[Start of Attachment]

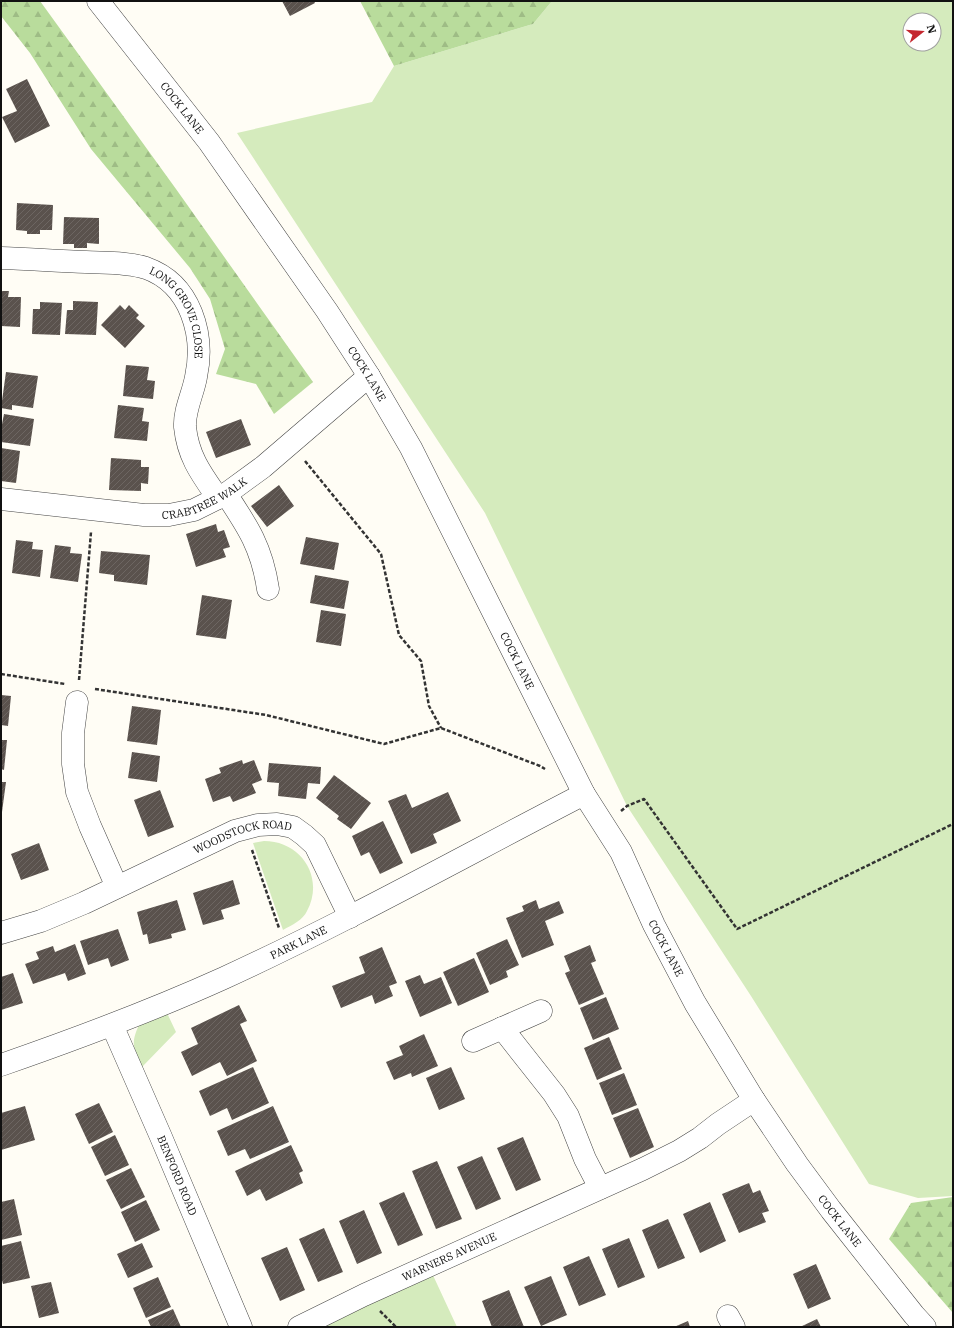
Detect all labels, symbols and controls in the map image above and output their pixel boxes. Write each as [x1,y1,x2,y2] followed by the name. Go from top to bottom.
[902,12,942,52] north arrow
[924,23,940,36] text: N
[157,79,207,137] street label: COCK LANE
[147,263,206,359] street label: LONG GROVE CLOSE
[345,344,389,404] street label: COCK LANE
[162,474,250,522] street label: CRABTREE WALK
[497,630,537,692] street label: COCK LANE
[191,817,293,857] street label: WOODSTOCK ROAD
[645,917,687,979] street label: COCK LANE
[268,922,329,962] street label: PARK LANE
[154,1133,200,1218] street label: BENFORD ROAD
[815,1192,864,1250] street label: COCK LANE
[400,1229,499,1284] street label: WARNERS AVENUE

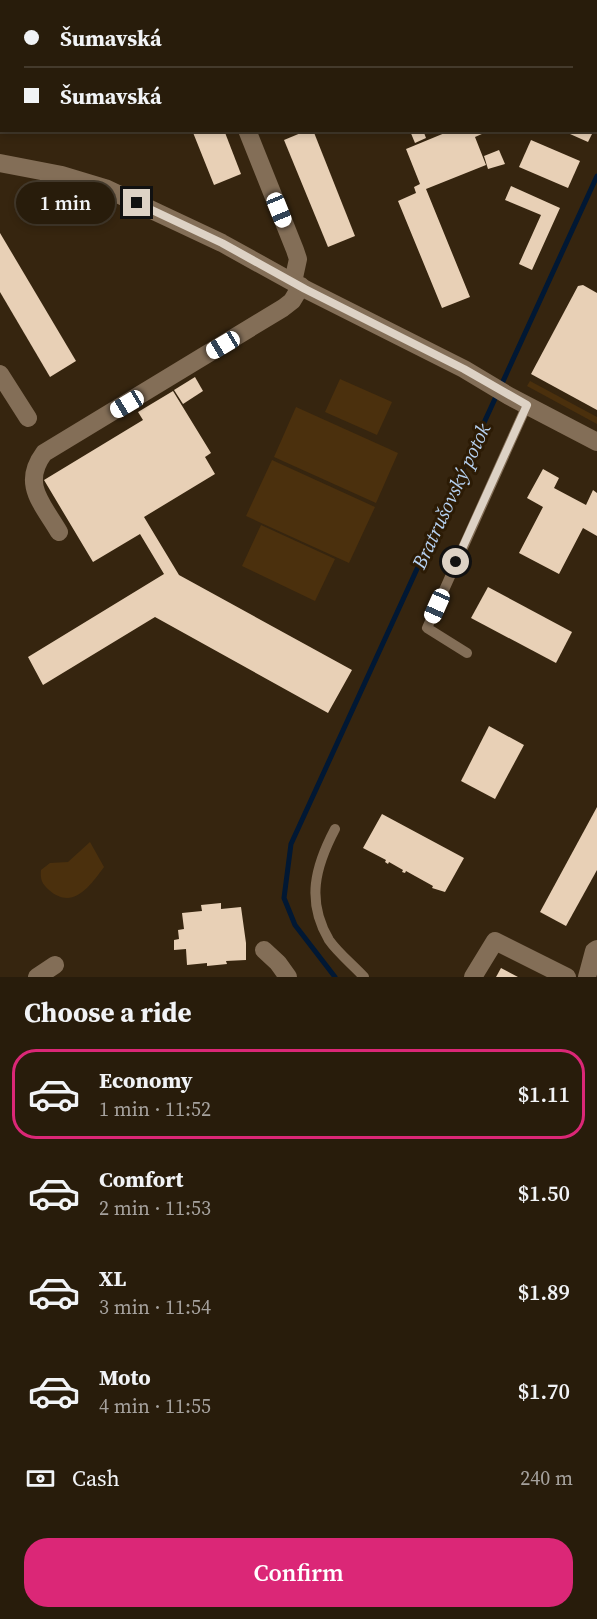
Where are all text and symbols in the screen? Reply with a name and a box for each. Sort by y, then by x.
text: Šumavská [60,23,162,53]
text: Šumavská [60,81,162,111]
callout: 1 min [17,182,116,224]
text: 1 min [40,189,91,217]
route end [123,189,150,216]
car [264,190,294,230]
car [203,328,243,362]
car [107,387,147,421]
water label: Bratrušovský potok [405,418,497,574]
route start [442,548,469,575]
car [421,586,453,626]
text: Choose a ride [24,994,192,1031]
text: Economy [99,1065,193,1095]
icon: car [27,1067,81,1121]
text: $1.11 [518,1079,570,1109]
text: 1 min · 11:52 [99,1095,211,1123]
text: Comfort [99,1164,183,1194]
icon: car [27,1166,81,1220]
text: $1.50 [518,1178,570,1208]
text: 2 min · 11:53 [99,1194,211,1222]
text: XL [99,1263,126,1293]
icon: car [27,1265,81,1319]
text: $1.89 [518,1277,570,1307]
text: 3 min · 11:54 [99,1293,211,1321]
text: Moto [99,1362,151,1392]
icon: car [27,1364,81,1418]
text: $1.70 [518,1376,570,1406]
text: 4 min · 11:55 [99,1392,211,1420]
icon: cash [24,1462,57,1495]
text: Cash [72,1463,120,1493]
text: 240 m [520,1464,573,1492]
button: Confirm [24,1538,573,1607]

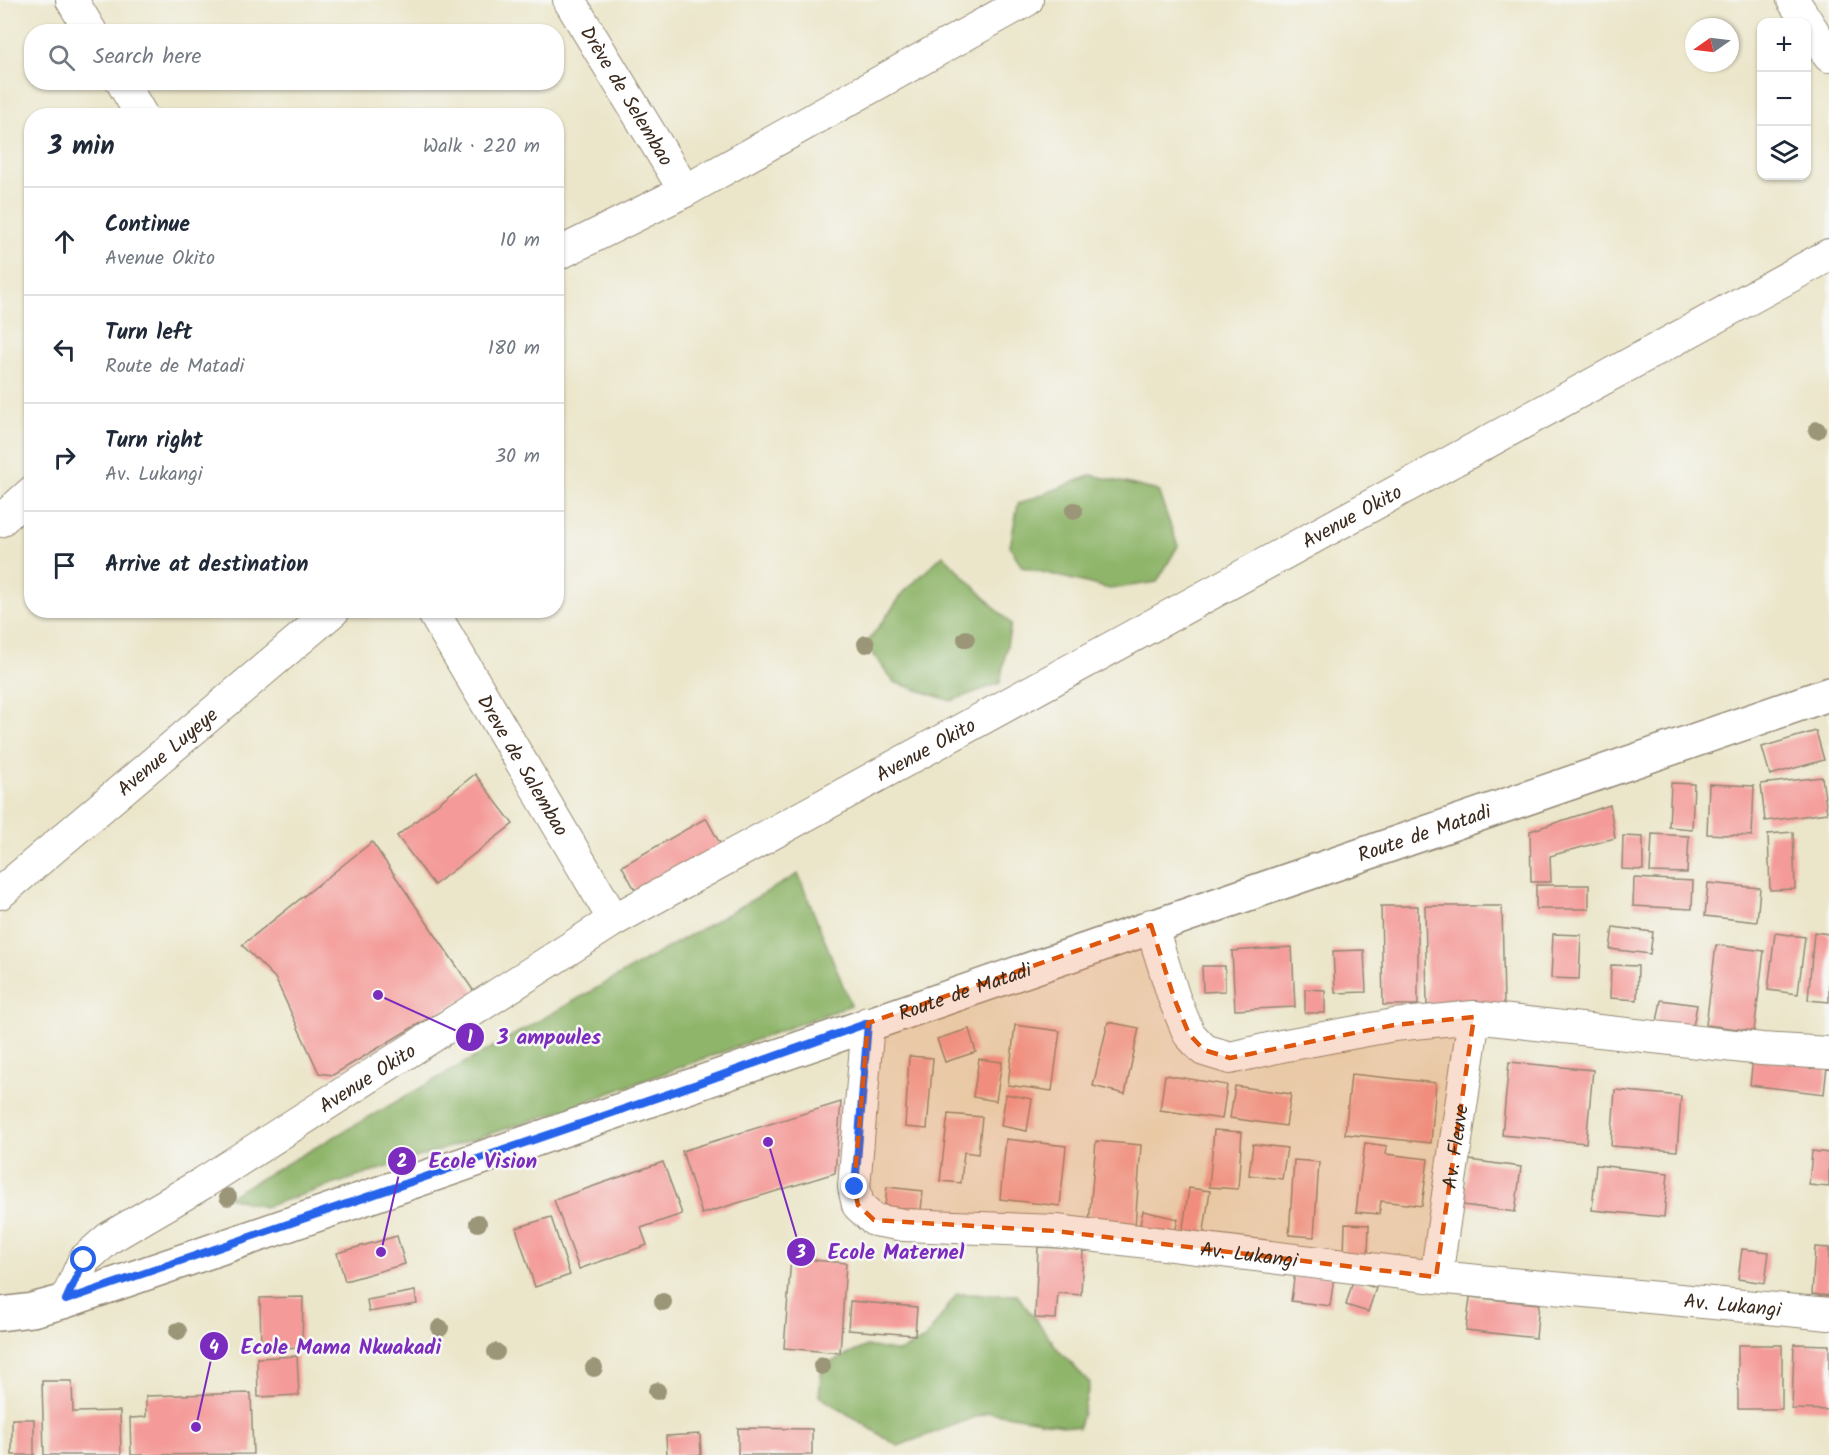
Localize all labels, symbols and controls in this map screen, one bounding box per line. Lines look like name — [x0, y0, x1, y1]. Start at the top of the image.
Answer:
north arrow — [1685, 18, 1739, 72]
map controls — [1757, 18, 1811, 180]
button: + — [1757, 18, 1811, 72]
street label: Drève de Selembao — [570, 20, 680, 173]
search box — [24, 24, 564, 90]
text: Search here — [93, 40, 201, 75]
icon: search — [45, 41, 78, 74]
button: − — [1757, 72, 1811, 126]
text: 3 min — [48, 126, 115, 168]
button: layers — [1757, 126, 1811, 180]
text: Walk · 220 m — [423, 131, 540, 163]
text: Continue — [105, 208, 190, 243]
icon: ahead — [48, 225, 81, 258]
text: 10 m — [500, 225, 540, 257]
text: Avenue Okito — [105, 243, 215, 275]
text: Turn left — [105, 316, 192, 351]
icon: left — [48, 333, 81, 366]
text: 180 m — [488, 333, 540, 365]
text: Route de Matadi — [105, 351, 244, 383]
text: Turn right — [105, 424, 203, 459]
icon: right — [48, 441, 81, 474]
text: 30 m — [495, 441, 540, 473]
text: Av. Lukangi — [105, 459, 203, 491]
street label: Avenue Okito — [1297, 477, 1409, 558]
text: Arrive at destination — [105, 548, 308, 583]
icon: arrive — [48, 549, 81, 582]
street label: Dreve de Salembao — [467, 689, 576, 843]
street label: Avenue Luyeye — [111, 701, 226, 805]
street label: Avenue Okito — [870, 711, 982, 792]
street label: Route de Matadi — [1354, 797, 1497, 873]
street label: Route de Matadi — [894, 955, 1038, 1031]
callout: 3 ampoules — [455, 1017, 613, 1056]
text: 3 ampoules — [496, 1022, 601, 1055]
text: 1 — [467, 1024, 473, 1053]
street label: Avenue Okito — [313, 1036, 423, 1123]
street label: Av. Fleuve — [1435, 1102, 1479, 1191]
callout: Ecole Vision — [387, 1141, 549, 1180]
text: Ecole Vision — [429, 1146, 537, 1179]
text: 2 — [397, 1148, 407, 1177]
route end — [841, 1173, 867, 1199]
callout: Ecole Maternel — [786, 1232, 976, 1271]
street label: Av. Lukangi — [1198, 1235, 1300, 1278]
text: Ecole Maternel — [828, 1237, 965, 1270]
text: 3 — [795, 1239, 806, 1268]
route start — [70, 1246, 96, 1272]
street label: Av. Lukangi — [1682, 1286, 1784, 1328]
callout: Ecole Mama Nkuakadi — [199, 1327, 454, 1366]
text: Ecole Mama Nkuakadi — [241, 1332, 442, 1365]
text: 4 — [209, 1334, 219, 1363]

[End of Attachment]

When a line in the data contains the string "controls", copy that line.

Detect all labels, symbols and controls in the map image above and output their pixel boxes. Write each as [x1,y1,x2,y2] followed by the name. Go from top to bottom.
Localize all labels, symbols and controls in this map screen, one bounding box per line. Lines look like name — [x0, y0, x1, y1]. Start at the top of the image.
map controls — [1757, 18, 1811, 180]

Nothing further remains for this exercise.